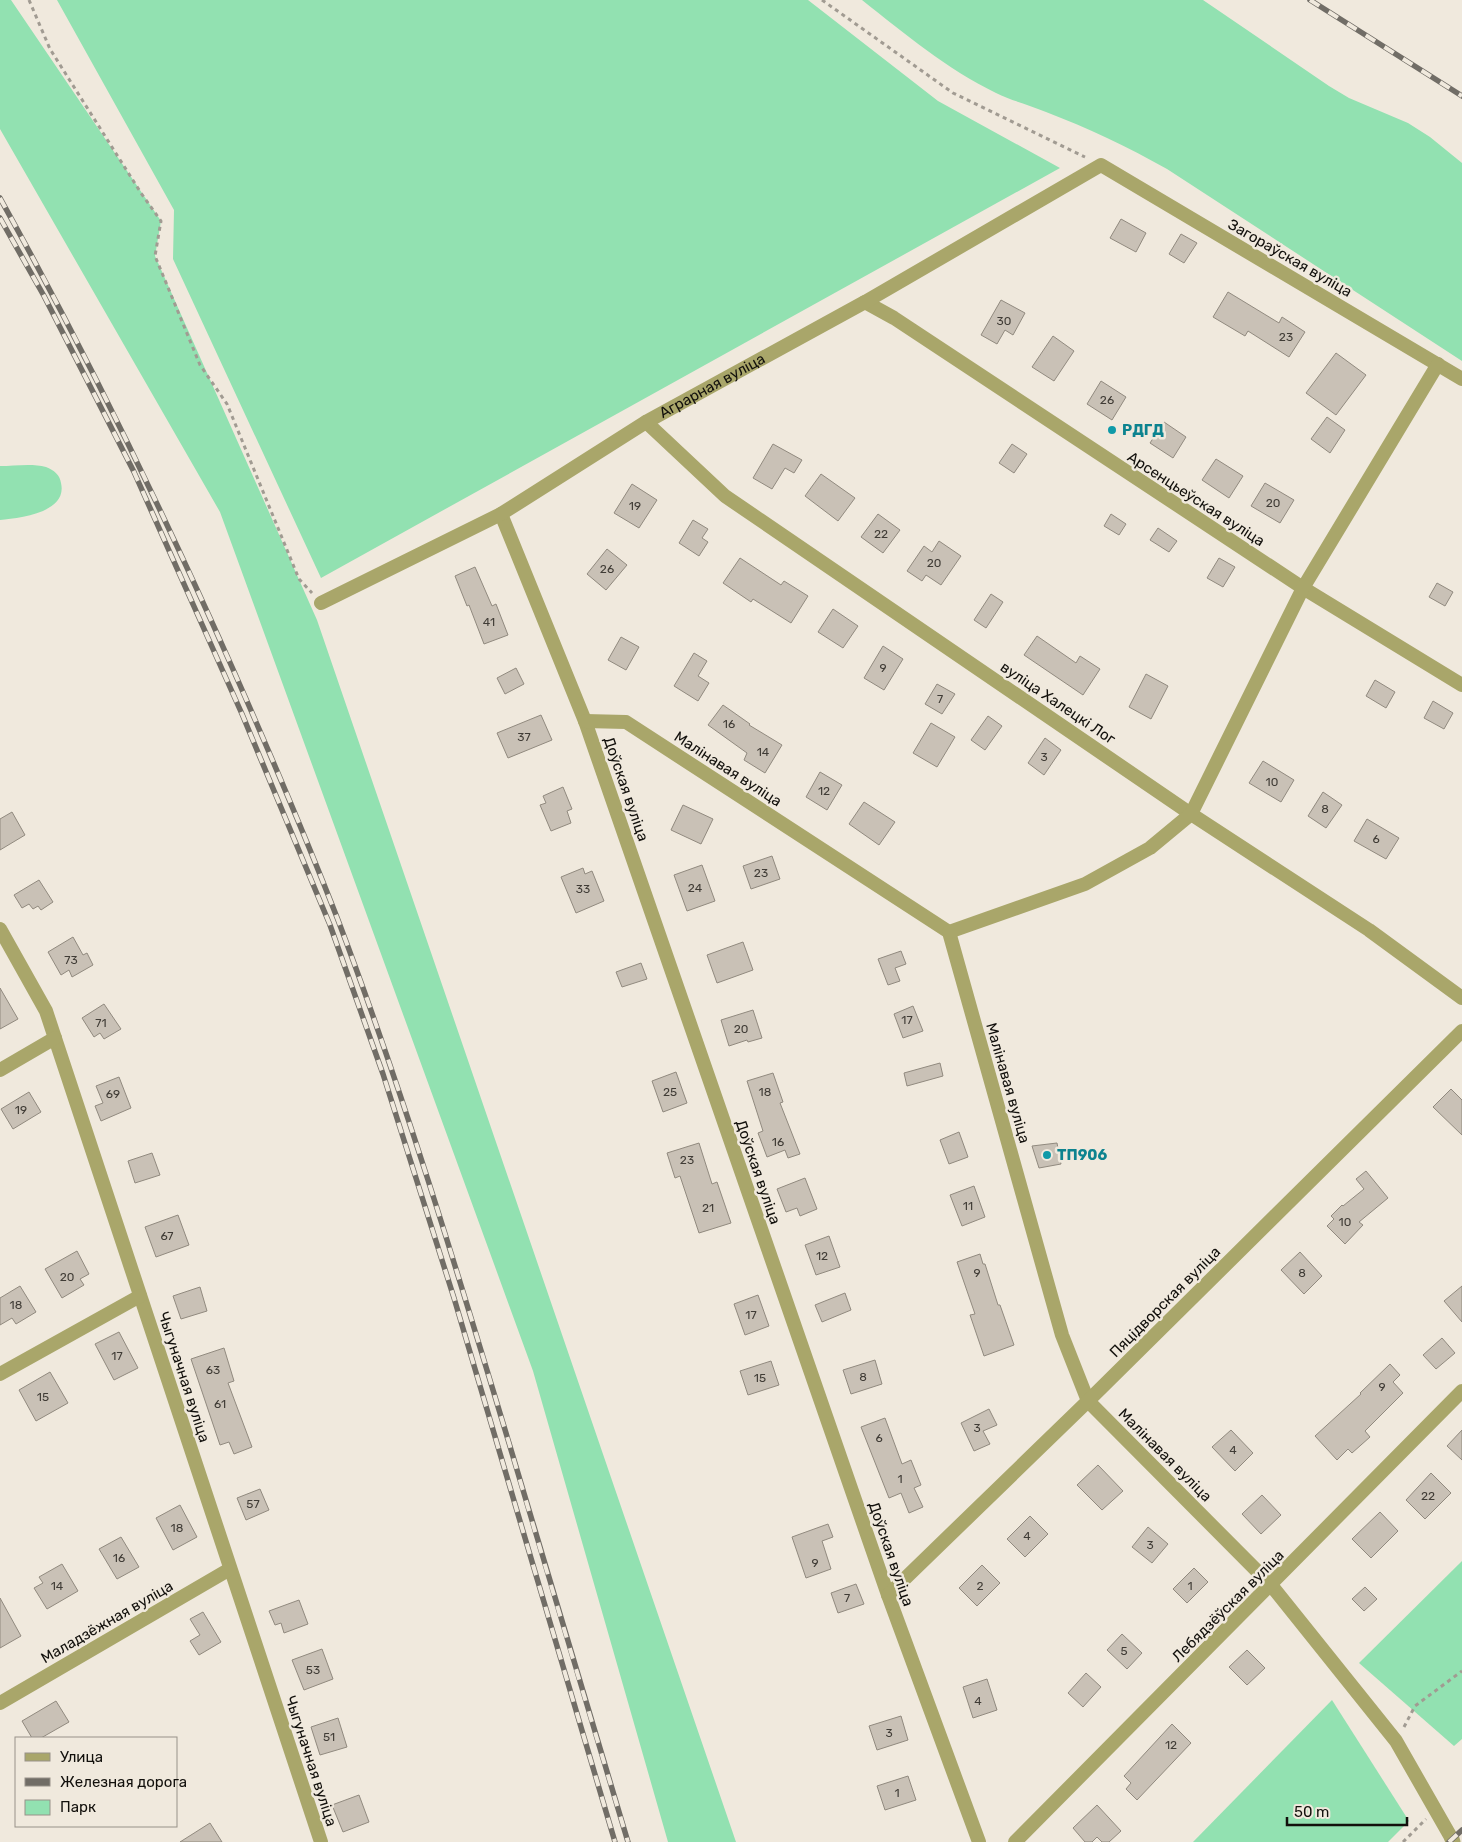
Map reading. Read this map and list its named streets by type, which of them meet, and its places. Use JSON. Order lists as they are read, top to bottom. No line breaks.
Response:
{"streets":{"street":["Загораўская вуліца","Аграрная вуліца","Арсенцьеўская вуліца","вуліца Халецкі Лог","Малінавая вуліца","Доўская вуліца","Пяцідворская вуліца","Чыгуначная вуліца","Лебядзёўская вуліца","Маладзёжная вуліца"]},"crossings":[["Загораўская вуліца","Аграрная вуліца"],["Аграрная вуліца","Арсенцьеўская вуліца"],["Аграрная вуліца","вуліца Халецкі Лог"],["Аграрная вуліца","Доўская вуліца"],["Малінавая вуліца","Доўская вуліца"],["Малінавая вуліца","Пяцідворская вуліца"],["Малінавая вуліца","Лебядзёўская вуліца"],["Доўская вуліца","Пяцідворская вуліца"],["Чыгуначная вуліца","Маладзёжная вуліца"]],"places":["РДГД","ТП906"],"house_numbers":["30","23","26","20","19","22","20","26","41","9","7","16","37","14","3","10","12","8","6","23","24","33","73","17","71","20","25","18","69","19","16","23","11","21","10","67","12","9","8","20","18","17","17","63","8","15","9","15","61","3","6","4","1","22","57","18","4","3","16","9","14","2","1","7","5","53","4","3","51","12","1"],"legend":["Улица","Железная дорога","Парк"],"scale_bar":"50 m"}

◆ **Work item**
The listing above should be repeated word for word, with every image left out.

◆ **Problem solution**
Map reading. Read this map and list its named streets by type, which of them meet, and its places. Use JSON. Order lists as they are read, top to bottom. No line breaks.
Response:
{"streets":{"street":["Загораўская вуліца","Аграрная вуліца","Арсенцьеўская вуліца","вуліца Халецкі Лог","Малінавая вуліца","Доўская вуліца","Пяцідворская вуліца","Чыгуначная вуліца","Лебядзёўская вуліца","Маладзёжная вуліца"]},"crossings":[["Загораўская вуліца","Аграрная вуліца"],["Аграрная вуліца","Арсенцьеўская вуліца"],["Аграрная вуліца","вуліца Халецкі Лог"],["Аграрная вуліца","Доўская вуліца"],["Малінавая вуліца","Доўская вуліца"],["Малінавая вуліца","Пяцідворская вуліца"],["Малінавая вуліца","Лебядзёўская вуліца"],["Доўская вуліца","Пяцідворская вуліца"],["Чыгуначная вуліца","Маладзёжная вуліца"]],"places":["РДГД","ТП906"],"house_numbers":["30","23","26","20","19","22","20","26","41","9","7","16","37","14","3","10","12","8","6","23","24","33","73","17","71","20","25","18","69","19","16","23","11","21","10","67","12","9","8","20","18","17","17","63","8","15","9","15","61","3","6","4","1","22","57","18","4","3","16","9","14","2","1","7","5","53","4","3","51","12","1"],"legend":["Улица","Железная дорога","Парк"],"scale_bar":"50 m"}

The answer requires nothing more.